I didn’t know why the Lord put me in charge of the choir but now that’s what I see: God knew that He would make me a nun. I had never wanted to become a nun: I was a down-to-earth mother of three kids. Convent? Really? But God had a plan for my life. I sang in a choir conducted by a friend of mine. It turned out that the cathedral needed another choir. They suggested that I try. When you’re a neophyte, you have no fear: got the blessing? Go and fight!
At first, I was scared. I didn’t know how to conduct the choir. For a long time, I was unsure of how I even dared conduct a choir. Later, I understood that if God needs it, it will happen whether you like it or not.
The participants of our choir hailed from the Academy of Music and from College of Music, so they all demanded a lot from themselves and from each other, and no one was left behind. That’s how we organised our work: “Listen to what I want; I’ll explain it to you, and please do it.” We all had diplomas of conductors and musicologists. When we started performing at concerts, I needed different conducting gestures and I learned them by looking at other conductors and seeing that some of their signs didn’t suit me and didn’t provide the sound that I wanted to hear. So I adapted their signs to fit our choir better. I saw that my singers didn’t understand some gestures, so I showed them what they had to do in a different way, and they finally understood what I meant. I asked for their feedback, and they said, “Keep it simple, do it that way…” and showed how. Sadly, the “conductorship” gets in the way. I see other conductors, even precentors (who are basically singers who stand on the other side of the lectern), and I notice that the usual conducting gestures are exaggerated most of the time, especially at a concert where the audience can see the conductor (as opposed to the church, where the choir is in a separate place). For example, a conductor conducts The Door of Repentance Open Unto Me. That is the first chant sung in anticipation of the Great Lent, and no matter whose music it is—by Chesnokov, Bortnyansky, or just plain obikhod chant—its spirit must be special; it is penitential; you must not wave your arms like a windmill! When things like these happen on stage, I feel distaste and I say to myself, “Regardless of how well you sing, it’s not right.” The visual impression of the conductor on stage is crucial: he or she provides clues as to what people should feel. Whether we want it or not, this indication goes on. That is why every conductor who stands on stage with his or her back to the audience, facing the choir, willy-nilly shows with his posture and all his motions what we should feel according to his interpretation of the piece that is being performed.
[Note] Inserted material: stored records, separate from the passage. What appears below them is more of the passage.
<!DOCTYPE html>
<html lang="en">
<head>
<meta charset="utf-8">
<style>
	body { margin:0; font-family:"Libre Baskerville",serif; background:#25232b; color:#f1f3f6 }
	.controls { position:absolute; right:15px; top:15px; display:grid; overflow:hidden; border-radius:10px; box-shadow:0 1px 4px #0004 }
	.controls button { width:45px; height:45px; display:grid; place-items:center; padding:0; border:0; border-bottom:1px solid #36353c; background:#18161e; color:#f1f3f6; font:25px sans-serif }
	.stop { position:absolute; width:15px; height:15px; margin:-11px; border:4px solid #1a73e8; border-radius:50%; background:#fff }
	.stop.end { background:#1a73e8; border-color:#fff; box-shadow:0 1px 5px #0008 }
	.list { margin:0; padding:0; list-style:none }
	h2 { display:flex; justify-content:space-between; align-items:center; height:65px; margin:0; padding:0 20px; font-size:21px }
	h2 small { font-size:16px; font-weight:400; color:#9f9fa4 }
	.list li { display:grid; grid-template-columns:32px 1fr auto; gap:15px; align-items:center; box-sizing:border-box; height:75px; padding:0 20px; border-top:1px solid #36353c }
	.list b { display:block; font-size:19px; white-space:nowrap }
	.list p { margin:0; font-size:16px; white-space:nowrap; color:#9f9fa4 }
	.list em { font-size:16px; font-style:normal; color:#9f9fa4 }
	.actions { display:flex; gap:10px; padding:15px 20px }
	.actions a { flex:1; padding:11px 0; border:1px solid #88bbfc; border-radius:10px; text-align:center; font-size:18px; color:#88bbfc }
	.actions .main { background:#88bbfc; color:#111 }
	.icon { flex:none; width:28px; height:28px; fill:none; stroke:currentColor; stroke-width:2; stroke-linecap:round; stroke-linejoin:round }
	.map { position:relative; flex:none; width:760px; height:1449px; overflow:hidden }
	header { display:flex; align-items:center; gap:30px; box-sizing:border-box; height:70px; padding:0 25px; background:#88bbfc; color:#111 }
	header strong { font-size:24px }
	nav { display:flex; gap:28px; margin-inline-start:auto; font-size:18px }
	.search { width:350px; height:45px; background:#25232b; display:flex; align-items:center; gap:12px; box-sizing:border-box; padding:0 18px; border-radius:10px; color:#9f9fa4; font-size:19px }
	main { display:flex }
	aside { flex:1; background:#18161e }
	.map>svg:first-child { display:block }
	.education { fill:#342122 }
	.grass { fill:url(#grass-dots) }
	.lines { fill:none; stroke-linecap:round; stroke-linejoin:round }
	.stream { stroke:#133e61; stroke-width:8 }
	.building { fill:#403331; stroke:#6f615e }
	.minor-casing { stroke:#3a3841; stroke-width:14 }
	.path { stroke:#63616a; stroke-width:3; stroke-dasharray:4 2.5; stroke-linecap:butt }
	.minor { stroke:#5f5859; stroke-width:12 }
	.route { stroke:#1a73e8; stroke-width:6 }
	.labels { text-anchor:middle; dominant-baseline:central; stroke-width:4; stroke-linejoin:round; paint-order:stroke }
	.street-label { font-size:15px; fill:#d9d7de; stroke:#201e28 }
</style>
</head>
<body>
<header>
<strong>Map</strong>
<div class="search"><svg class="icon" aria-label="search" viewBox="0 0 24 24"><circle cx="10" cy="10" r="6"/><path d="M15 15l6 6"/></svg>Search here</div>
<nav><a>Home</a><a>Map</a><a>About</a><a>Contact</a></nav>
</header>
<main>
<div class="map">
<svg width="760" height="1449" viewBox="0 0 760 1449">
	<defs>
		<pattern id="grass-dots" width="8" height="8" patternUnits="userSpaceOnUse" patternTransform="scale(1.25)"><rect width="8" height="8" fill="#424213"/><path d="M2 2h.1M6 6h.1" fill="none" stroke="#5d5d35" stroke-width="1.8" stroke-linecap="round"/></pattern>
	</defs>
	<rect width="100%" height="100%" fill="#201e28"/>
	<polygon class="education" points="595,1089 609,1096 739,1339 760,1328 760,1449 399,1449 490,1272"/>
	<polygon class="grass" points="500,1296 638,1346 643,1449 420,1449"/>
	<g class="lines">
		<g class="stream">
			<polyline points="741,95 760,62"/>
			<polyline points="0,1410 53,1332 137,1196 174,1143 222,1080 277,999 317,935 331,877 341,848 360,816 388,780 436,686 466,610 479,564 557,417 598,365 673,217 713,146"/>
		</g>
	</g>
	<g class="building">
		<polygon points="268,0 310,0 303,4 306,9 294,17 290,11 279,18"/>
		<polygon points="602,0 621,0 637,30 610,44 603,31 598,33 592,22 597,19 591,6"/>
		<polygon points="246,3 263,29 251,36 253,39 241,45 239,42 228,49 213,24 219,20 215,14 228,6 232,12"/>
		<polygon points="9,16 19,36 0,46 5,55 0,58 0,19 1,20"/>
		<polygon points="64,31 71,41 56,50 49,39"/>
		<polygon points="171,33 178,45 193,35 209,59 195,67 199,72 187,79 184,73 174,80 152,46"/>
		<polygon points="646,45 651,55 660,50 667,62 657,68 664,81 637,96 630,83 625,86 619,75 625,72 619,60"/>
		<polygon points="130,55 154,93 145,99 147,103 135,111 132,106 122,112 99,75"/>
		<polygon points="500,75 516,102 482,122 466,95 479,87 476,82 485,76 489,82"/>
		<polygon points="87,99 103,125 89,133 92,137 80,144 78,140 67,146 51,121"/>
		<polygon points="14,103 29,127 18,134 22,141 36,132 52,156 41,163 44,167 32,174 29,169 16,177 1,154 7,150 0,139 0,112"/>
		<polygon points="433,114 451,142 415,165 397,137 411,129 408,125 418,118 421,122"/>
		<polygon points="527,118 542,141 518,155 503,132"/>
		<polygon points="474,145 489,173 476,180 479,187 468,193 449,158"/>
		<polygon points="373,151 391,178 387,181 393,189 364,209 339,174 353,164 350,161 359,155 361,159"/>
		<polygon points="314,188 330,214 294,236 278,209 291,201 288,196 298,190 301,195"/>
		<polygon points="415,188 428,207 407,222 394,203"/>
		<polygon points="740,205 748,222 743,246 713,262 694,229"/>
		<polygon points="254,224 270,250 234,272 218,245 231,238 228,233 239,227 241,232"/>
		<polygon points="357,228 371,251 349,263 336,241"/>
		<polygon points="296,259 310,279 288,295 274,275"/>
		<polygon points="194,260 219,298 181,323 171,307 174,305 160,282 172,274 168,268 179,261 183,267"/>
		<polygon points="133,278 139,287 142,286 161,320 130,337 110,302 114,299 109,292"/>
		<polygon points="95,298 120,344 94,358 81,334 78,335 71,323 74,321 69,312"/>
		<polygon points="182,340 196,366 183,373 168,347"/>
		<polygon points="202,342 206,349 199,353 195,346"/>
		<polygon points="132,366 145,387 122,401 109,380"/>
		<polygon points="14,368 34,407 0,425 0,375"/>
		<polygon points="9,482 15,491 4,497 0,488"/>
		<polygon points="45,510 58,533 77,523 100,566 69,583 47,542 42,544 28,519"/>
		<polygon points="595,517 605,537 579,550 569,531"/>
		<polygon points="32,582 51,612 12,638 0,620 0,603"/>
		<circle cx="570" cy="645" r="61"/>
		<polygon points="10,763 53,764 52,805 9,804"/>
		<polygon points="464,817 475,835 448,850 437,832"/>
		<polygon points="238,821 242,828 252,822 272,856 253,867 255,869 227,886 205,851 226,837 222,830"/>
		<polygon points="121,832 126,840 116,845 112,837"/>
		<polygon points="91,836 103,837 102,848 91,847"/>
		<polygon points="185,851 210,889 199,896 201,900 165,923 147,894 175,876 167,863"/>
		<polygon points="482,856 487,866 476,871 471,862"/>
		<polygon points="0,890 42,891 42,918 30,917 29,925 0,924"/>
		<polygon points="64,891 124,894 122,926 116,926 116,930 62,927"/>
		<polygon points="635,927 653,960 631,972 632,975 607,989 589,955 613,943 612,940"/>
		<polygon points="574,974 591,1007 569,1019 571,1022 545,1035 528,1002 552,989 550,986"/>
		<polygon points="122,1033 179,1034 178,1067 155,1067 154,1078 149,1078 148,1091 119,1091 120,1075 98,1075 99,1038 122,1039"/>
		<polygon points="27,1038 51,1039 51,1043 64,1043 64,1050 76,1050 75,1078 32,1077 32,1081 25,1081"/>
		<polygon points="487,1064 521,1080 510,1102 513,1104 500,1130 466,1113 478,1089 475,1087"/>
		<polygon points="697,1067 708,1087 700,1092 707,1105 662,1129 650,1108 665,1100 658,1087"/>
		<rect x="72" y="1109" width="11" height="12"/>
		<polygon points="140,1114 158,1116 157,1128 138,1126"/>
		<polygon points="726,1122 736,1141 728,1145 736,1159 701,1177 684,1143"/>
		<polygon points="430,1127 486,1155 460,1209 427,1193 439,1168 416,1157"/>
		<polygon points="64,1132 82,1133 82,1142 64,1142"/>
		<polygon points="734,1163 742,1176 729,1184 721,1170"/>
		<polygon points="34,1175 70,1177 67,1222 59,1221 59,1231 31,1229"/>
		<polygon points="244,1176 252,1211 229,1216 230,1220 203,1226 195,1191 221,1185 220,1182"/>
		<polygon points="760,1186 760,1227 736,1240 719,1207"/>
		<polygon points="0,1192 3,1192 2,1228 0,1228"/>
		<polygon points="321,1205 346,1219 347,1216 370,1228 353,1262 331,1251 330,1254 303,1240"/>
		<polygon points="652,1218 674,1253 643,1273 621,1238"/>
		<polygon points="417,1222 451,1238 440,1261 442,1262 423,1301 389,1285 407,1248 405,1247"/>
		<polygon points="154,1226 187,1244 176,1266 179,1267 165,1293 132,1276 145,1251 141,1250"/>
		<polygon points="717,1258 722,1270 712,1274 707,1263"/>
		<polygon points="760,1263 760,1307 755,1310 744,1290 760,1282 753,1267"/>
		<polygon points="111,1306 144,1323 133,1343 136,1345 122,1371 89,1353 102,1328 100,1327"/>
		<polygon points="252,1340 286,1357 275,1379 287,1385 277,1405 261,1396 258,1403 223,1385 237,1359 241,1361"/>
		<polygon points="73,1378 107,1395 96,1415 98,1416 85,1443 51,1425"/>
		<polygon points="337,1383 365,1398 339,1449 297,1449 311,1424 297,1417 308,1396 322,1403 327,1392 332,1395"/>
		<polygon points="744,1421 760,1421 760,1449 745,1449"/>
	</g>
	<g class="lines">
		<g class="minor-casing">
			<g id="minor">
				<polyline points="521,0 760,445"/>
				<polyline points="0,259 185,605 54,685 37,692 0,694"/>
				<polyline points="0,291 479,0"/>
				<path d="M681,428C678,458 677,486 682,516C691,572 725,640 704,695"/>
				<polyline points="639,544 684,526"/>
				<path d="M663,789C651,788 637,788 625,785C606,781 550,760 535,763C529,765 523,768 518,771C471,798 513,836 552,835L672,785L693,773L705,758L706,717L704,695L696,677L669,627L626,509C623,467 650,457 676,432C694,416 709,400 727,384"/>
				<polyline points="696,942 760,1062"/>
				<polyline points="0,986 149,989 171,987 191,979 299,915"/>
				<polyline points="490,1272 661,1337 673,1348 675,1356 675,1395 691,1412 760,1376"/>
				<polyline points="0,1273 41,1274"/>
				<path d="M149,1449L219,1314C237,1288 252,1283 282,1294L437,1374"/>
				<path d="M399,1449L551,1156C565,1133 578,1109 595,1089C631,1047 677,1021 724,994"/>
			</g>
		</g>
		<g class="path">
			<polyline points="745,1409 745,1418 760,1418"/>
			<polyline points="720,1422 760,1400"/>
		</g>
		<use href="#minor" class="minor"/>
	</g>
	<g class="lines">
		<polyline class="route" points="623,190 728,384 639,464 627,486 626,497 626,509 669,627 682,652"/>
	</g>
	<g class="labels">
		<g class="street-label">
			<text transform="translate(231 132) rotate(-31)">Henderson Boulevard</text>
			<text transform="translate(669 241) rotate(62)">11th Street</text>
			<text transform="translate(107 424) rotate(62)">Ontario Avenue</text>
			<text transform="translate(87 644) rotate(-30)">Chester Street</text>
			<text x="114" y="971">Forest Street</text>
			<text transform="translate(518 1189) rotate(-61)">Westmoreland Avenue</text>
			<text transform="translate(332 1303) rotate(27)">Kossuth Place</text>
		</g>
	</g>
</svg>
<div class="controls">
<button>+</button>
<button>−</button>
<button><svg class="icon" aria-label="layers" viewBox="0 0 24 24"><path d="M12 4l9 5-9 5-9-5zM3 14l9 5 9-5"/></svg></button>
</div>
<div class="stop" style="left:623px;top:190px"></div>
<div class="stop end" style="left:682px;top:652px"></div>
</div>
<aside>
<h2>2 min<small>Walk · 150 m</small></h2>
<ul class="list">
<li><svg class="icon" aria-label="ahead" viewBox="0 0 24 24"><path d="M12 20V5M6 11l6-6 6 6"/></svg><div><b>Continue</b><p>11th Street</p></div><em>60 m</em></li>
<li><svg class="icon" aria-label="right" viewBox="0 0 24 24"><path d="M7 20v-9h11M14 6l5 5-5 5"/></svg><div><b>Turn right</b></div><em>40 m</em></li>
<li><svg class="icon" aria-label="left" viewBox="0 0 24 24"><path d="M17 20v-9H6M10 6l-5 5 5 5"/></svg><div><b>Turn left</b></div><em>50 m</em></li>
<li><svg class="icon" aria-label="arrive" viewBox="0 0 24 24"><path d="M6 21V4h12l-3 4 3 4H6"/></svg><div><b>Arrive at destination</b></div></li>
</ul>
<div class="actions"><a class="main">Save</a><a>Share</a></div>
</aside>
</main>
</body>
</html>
A precentor’s job is different. He doesn’t have to demonstrate anything. He stands in the choir loft or in a corner where no one can see him. All he needs to do is lead the choir and provide timely information for the choir about to the text, and know the service, of course, so that everything is in time. A precentor’s gestures must be modest. Everything he does must be aimed at enabling people in the nave to hear the sacred texts of those chants and at avoiding all shades of affection, i.e., passions, like I’m sad—I’m scared—and that’s a siiiin! When a church choir highlights the texts like that, you can’t expect a prayerful mood. Sometimes I hear people say, “They sang so well! So loud and emotional!” That’s the opposite of praise for a church choir. We must not be emotionally unstable. Even Saint Ignatius Bryanchaninov said so. Pyotr Ilyich Tchaikovsky didn’t call himself a church composer, although he composed a Liturgy and an All-Night Vigil. He didn’t intend it for church use. A humble priest, whom I had heard of before I came to the Convent, approached our choir after we sang the Cherubic Hymn by Tchaikovsky and said, “You sang really well but please never sing it again. When I hear your Cherubic Hymn, I imagine Russian birch trees.” It was Tchaikovsky’s music.